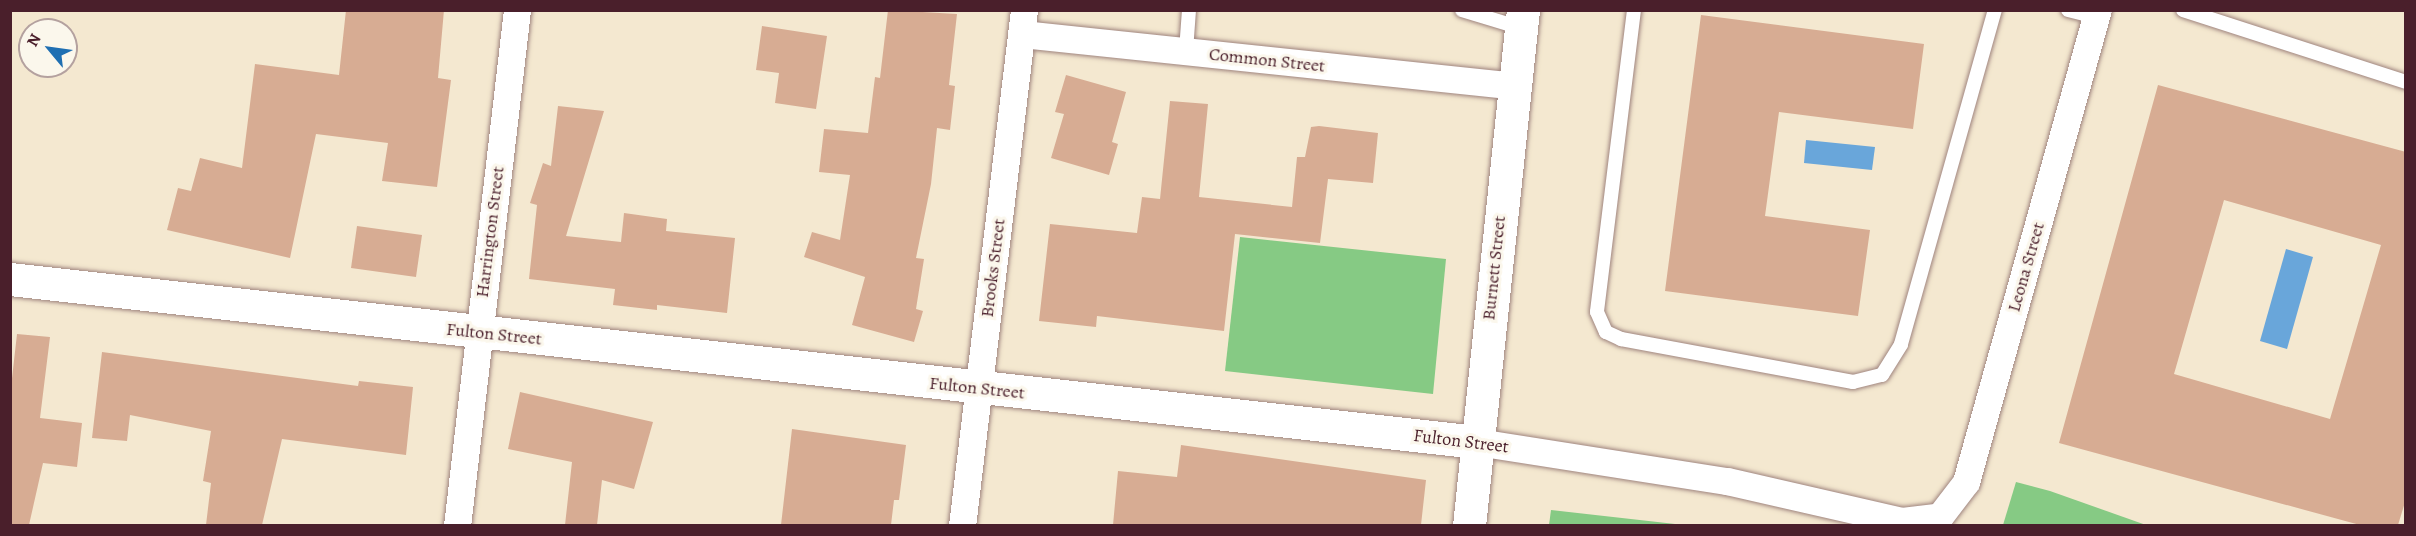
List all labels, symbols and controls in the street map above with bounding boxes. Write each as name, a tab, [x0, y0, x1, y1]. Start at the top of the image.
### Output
north arrow	[18, 18, 78, 78]
text: N	[22, 30, 46, 51]
street label: Common Street	[1208, 43, 1326, 77]
street label: Harrington Street	[471, 165, 509, 299]
street label: Burnett Street	[1478, 215, 1510, 321]
street label: Brooks Street	[976, 217, 1010, 319]
street label: Leona Street	[2003, 220, 2049, 314]
street label: Fulton Street	[445, 318, 543, 350]
street label: Fulton Street	[928, 372, 1026, 404]
street label: Fulton Street	[1412, 424, 1510, 458]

....................

▶ **Task goal**: Could you restate the material word for word, skipping any pictures it holds?

▶ **Solution for this task**:
List all labels, symbols and controls in the street map above with bounding boxes. Write each as name, a tab, [x0, y0, x1, y1]. Start at the top of the image.
### Output
north arrow	[18, 18, 78, 78]
text: N	[22, 30, 46, 51]
street label: Common Street	[1208, 43, 1326, 77]
street label: Harrington Street	[471, 165, 509, 299]
street label: Burnett Street	[1478, 215, 1510, 321]
street label: Brooks Street	[976, 217, 1010, 319]
street label: Leona Street	[2003, 220, 2049, 314]
street label: Fulton Street	[445, 318, 543, 350]
street label: Fulton Street	[928, 372, 1026, 404]
street label: Fulton Street	[1412, 424, 1510, 458]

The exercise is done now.